The slingshot mechanism hereinabove referred to is a ball bumper assembly which may comprise two, three or more posts extending generally perpendicular to the playing surface and about which is suspended a resilient elastic band disposed generally parallel to the playing surface, the band being adapted for contact by the approximate mid-point of the playing ball. In some such slingshot assemblies, a leaf switch is disposed immediately behind and spaced from the elastic band, the switch being contacted by the band upon impact of the ball to actuate other devices such as scoring means, with the redirection of the ball being effected by the resilient force of the elastic band. In other slingshot assemblies, a solenoid actuated "kicker" arm is disposed immediately behind and spaced from the elastic band with a pair of leaf switches disposed on either side thereof for contact by the elastic band upon impact of a rolling ball, the closing of the leaf switches energizing the solenoid to actuate the kicker arm against the elastic band to thereby redirect the rolling ball with additional impetus.

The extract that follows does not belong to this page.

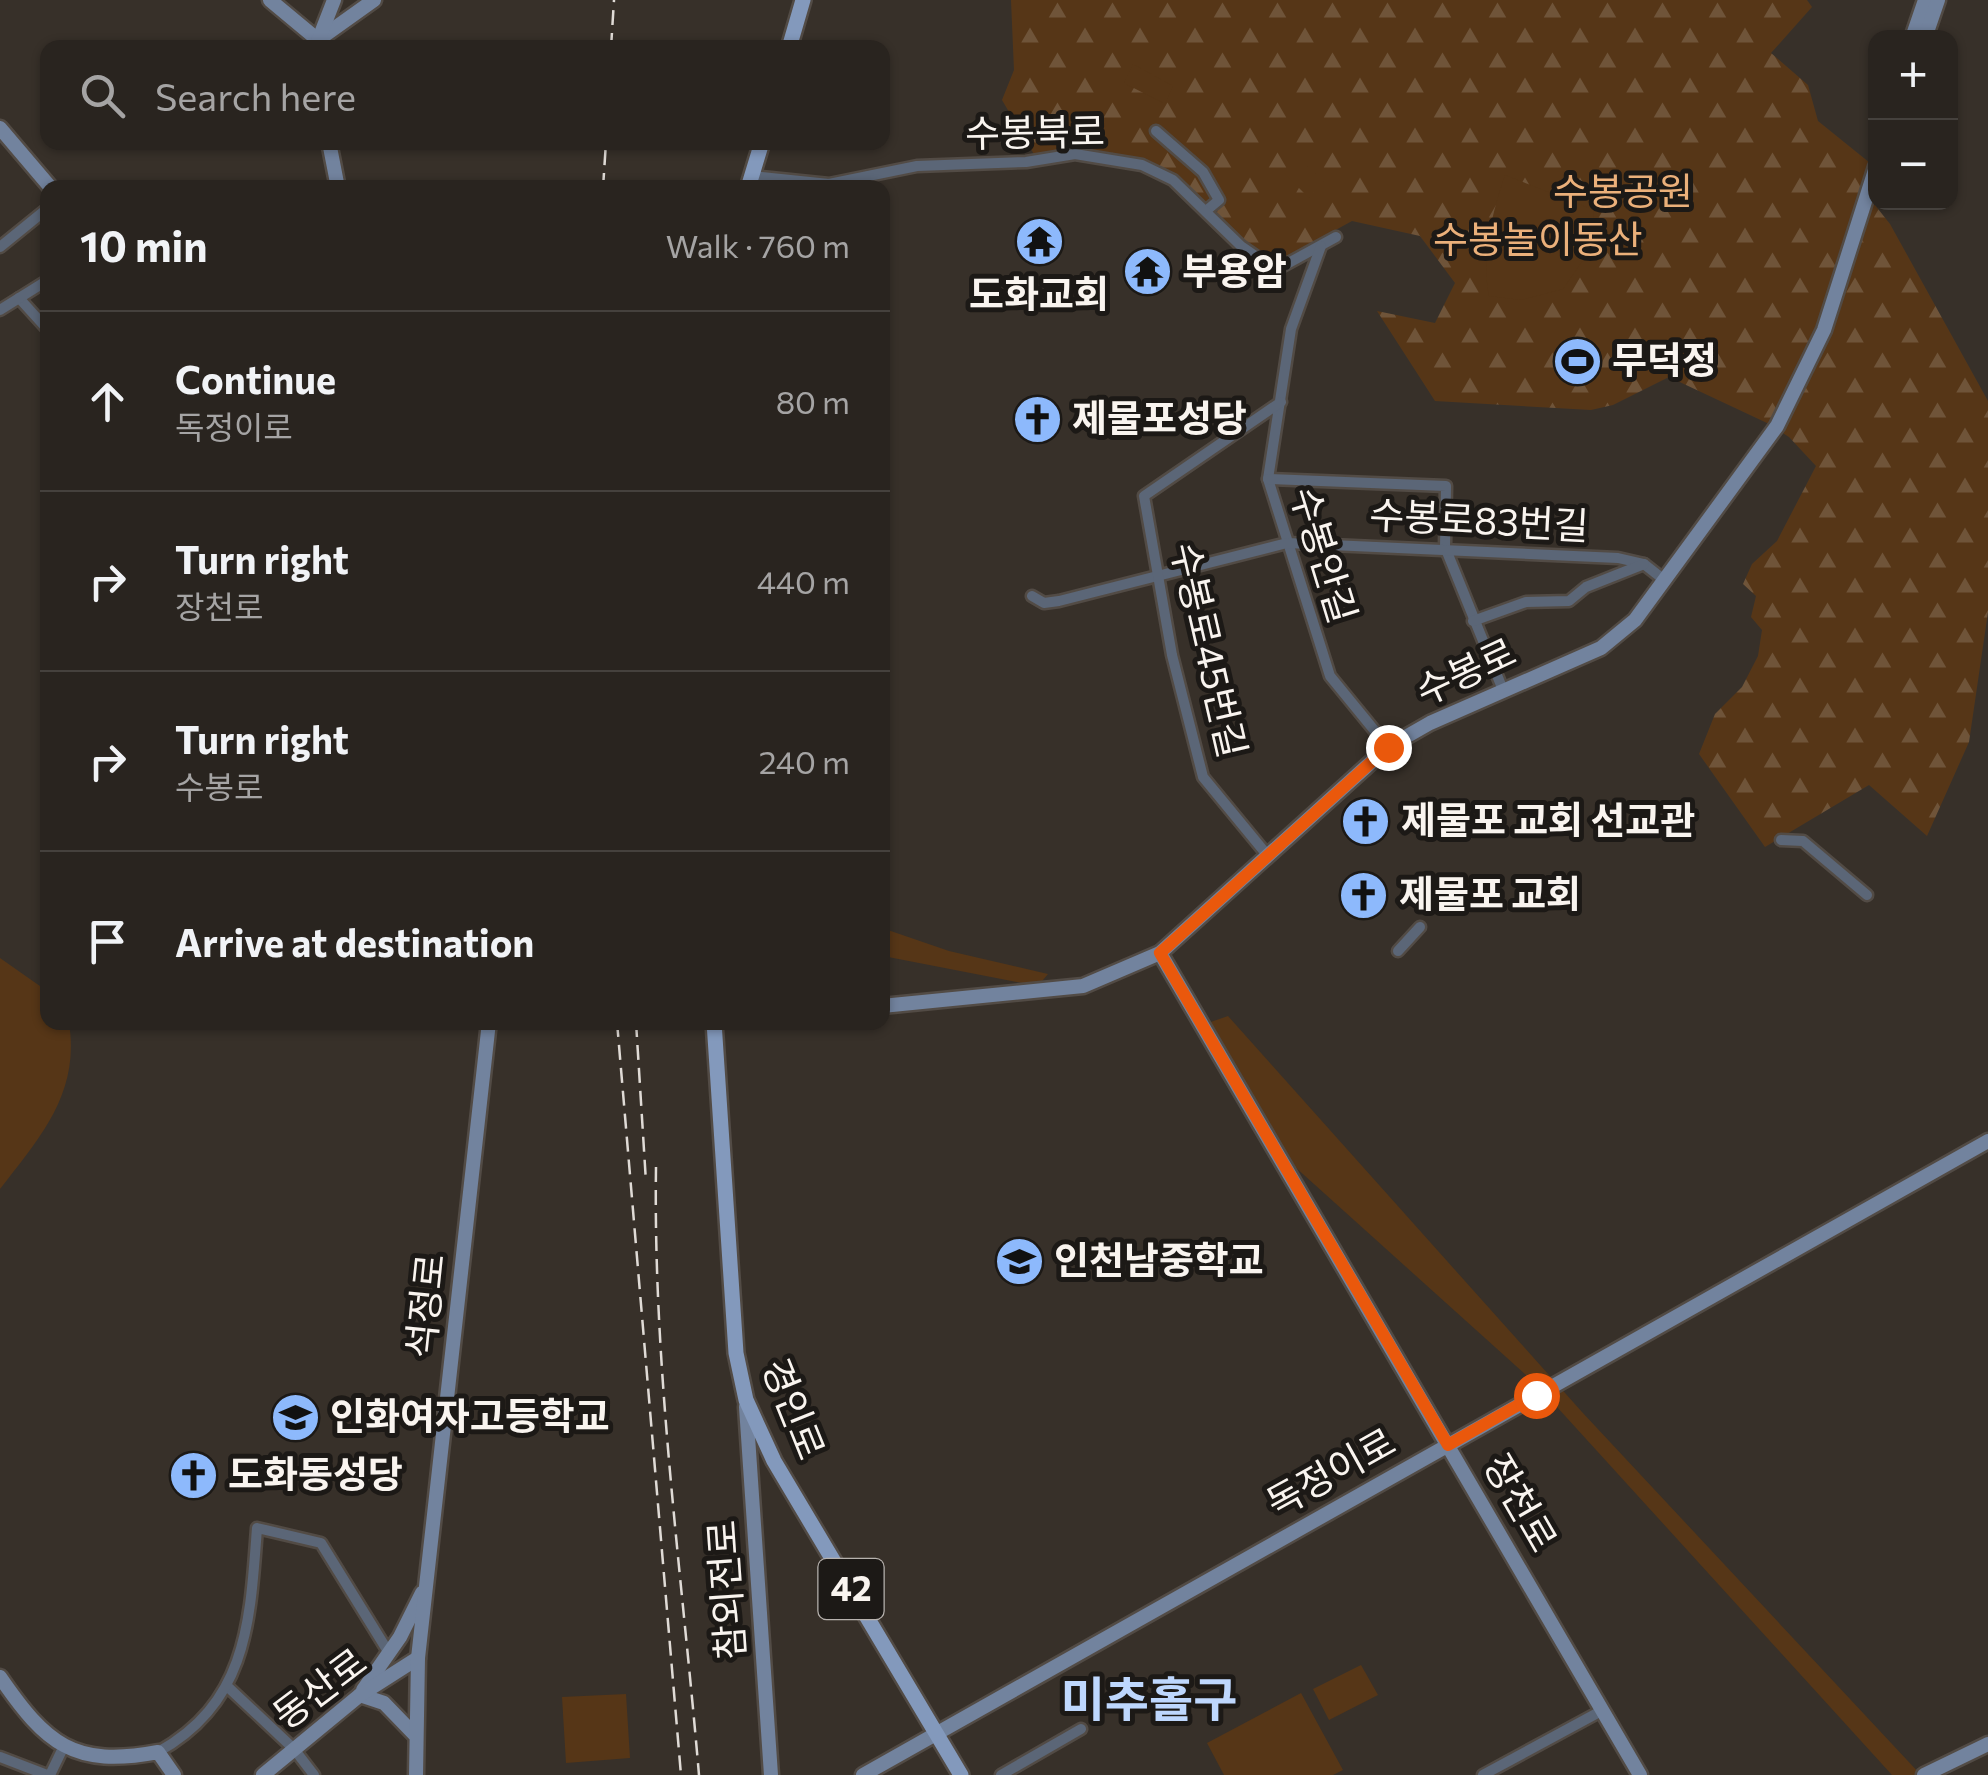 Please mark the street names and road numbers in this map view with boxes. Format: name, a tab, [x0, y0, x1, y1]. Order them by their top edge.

Some ball bumpers which have been previously devised, of the "post" type are shown in U.S. Pat. No. 2,209,589 which is a combination ball switch and bumper wherein spaced parallel contact plates encircle the posts with the weight of the metal ball urging the flexible top plate into contact with the lower plate to thereby complete an electrical circuit; 2,727,743 which is a post bumper with a movable skirt; and 2,501,021 in which the post has a conical surface encircled by a coil spring member which is urged outwardly upon downward axial movement of the conical surface to re-project the ball.
Many of such posts employ switch means in contact therewith to effect scoring or actuation of other electrical parts.
In some pinball machine type devices, all or a portion of the playing field has been rendered conductive to utilize the metal ball as part of an electrical circuit which is completed when the metal ball impacts with another conductive member to thereby complete an electrical circuit. In U.S. Pat. No. 2,191,209; 2,219,898; and 2,184,866 the playing field is a metal plate with various posts, projections or bumpers being engaged by the ball to complete electrical circuits for actuating solenoids or scoring apparatus. In U.S. Pat. No. 3,348,844 the game effects scoring by means of the ball bridging the gaps of electrically conductive strips embedded in the playing surface.
In many of the above-referenced patents, where the devices employ the ball as a means of bridging electrodes or conductive members to actuate a solenoid, the impact of the ball in closing the circuit is momentary in form and often times, the solenoid traverses only a small amount of movement due to the momentary actuation, thereby effectively diminishing the impact or thrust of the solenoid in redirecting the ball.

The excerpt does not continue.